Chicken liver may seem like an odd component of a medical procedure, but for thousands of patients over the past generation, the cuisine has been doctor's orders to help diagnose gastrointestinal disorders.
Such may not be the case for much longer, though, based on the results of a recent Medical College of Georgia School of Allied Health Sciences student project.
Micah Grant, Woldeab Medhin and Aaron Scott, juniors in the School of Allied Health Sciences' nuclear medicine technology program, recently were assigned to review and compile scientific data in their field, in which health practitioners use radioactive pharmaceuticals to help assess organ function and diagnose disease. However, the students wanted to go a step further and actually contribute to the literature.
The students knew just what their starting point would be: chicken liver.
"To diagnose digestion-related disorders, a radioactive tracer called Tc99m sulfur colloid is injected into chicken liver and fed to the patient," said Scott, who along with Grant and Medhin is earning MCG certification in nuclear medicine technology via distance-learning at the Gwinnett University Center in Lawrenceville, Ga. The tracer goes to the target organ and can then be imaged with a gamma camera, which takes pictures of the radiation photons emitted by the tracer.
Chicken liver is the delivery agent of choice because its proteins bind with sulfur colloid at a rate of about 92%. The radioactive tracer then provides clear pictures of the organ or organs being assessed.

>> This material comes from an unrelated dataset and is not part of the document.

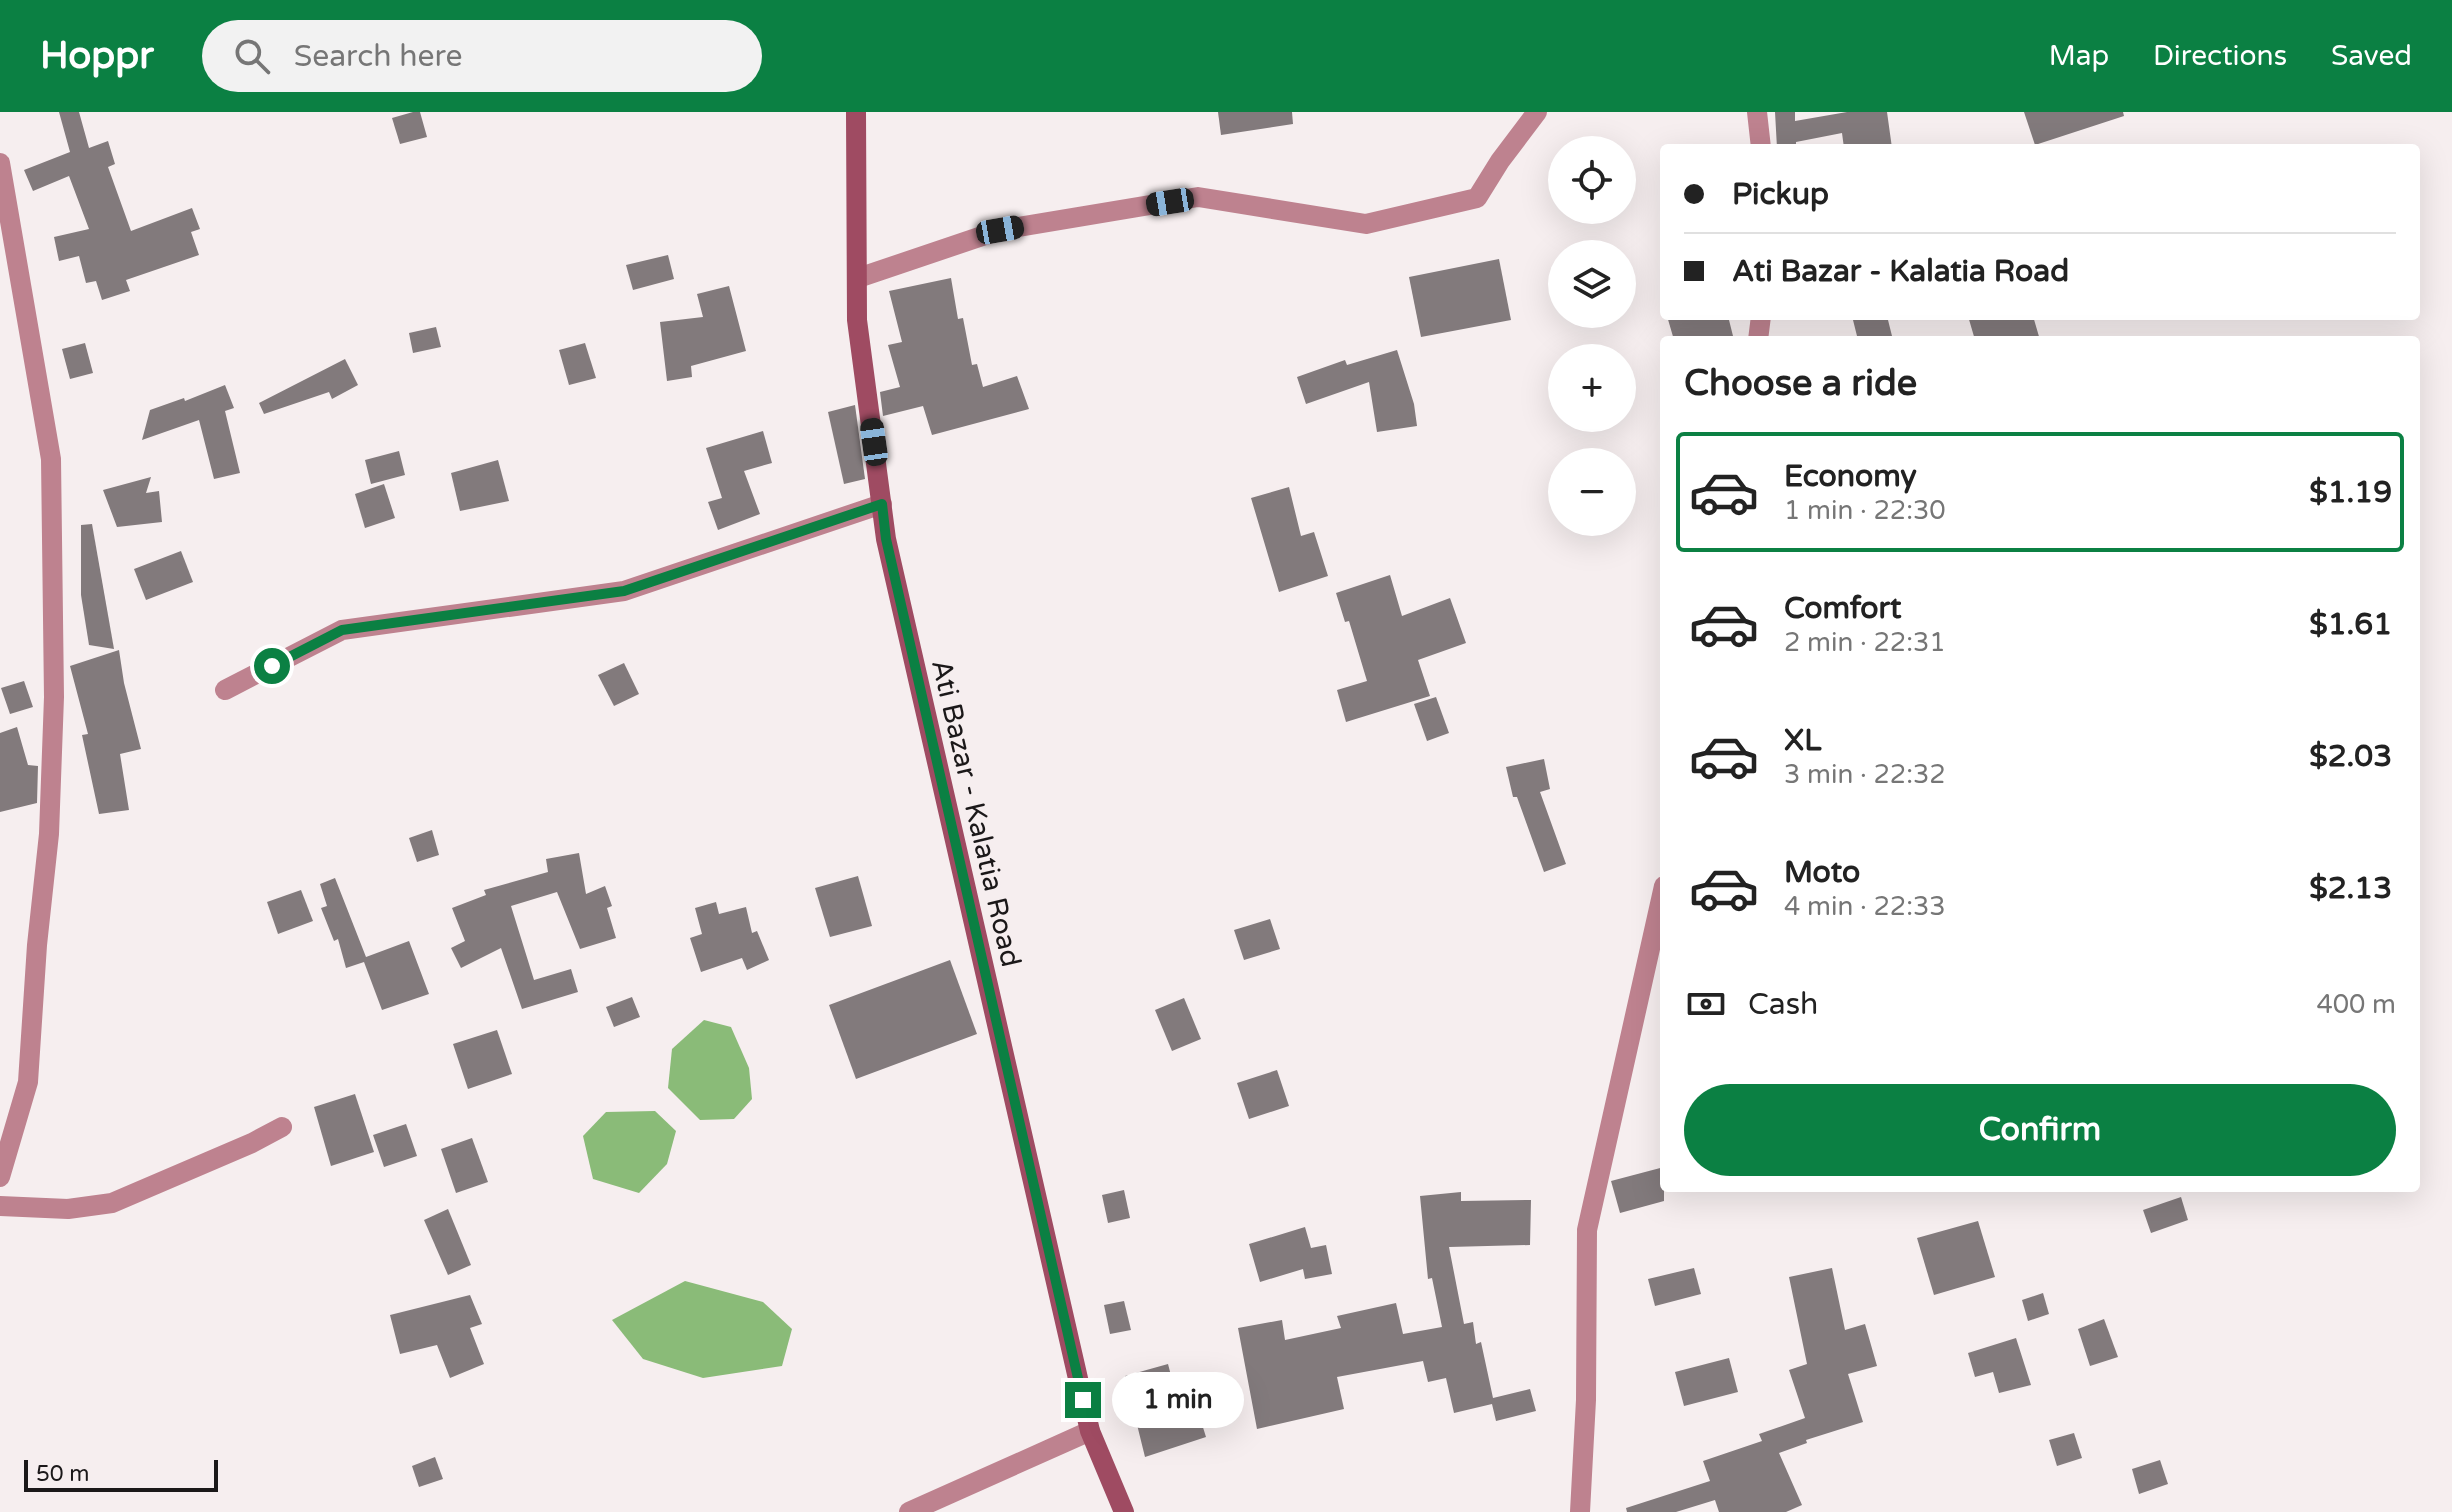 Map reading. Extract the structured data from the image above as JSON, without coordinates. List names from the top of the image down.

"The problem is that the 'delicacy' isn't palatable to many people even under the best of circumstances, and many individuals observe cultural practices that make chicken liver an impossible choice," said Mary Anne Owen, program director of nuclear medicine technology. "The option for a palatable, diagnostically accurate vegetarian meal is a much-needed alternative."
Options such as grits and oatmeal have been used, but with much less reliable results, because their binding rate is so much lower, Scott said. He and his classmates rose to the challenge when an Emory University radiologist, Dr. Rahguueer Halkar, asked them to help him find a vegetarian food with a high-enough binding rate to use it as a reliable substitute for chicken liver.

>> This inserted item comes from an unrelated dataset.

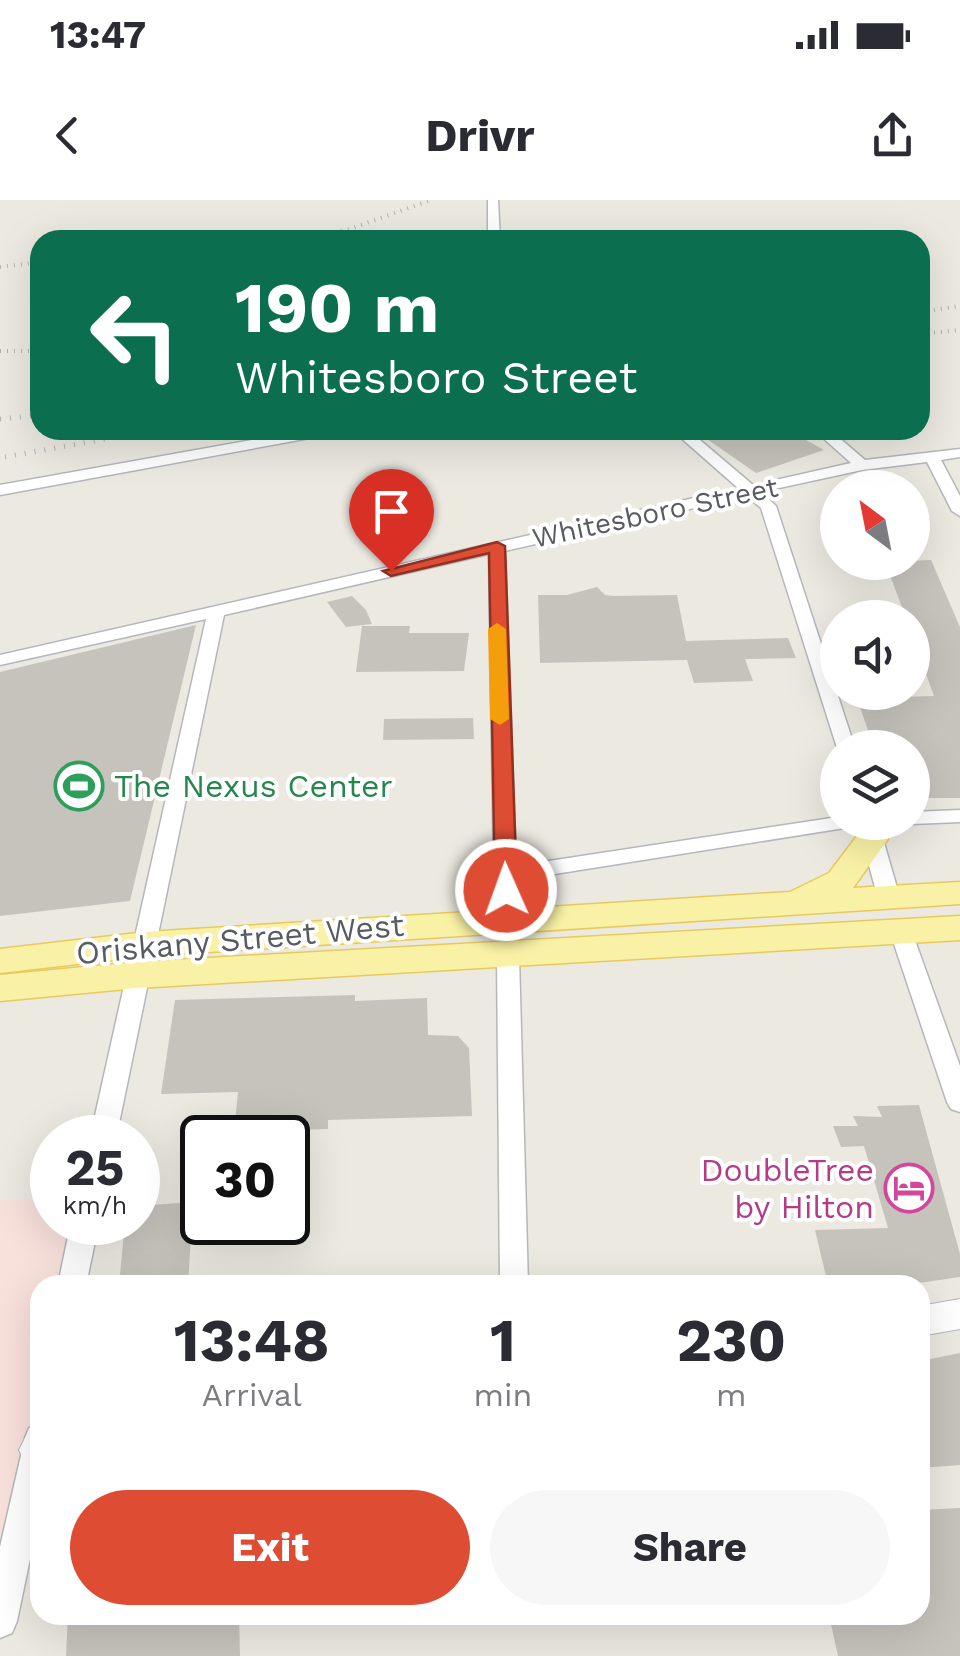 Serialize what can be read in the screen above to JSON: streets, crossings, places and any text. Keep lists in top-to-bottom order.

The students knew they were looking for a food high in protein, but other than that, they anticipated a largely trial-and-error search. Incredibly, they found what they were looking for on their first try.
"We thought we might actually have to develop a product, but we found what we were looking for right on the grocery store shelf," Scott said.

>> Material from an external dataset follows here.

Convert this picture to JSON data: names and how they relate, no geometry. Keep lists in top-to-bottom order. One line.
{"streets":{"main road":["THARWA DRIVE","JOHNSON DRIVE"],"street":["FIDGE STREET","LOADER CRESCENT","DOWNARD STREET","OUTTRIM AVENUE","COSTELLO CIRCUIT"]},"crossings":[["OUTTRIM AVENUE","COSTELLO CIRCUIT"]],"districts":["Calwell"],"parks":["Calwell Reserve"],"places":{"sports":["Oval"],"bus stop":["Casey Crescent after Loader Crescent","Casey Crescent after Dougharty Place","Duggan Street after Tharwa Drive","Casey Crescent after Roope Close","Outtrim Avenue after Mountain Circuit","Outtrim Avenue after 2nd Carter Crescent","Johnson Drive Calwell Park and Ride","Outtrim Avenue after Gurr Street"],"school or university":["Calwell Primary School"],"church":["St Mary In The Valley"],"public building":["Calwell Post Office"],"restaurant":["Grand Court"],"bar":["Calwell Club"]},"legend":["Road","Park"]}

The product, Carborite Pancake Mix, made by Carbolite, produces soy-based pancakes when mixed with water.
"We followed the product directions, then mixed it with sulfur colloid and made the pancakes on the griddle," said Scott. "Sulfur colloid is tasteless, odorless and colorless, so it doesn't affect the taste of the pancake."
But does it bind effectively enough to produce clear images of organs? Yes.
"We found that the binding rate is 97% to 98% higher than that of chicken liver," Scott said. He will present the findings at the Southeast Chapter of the Society of Nuclear Medicine annual meeting September 9-12 in Clearwater, Fla. He and his classmates also plan to test their product on volunteer gastric patients, using the pancake for the first test, then repeating the test two days later with chicken liver and comparing the results.
"This better, and better-tasting, alternative could have global implications," Scott said.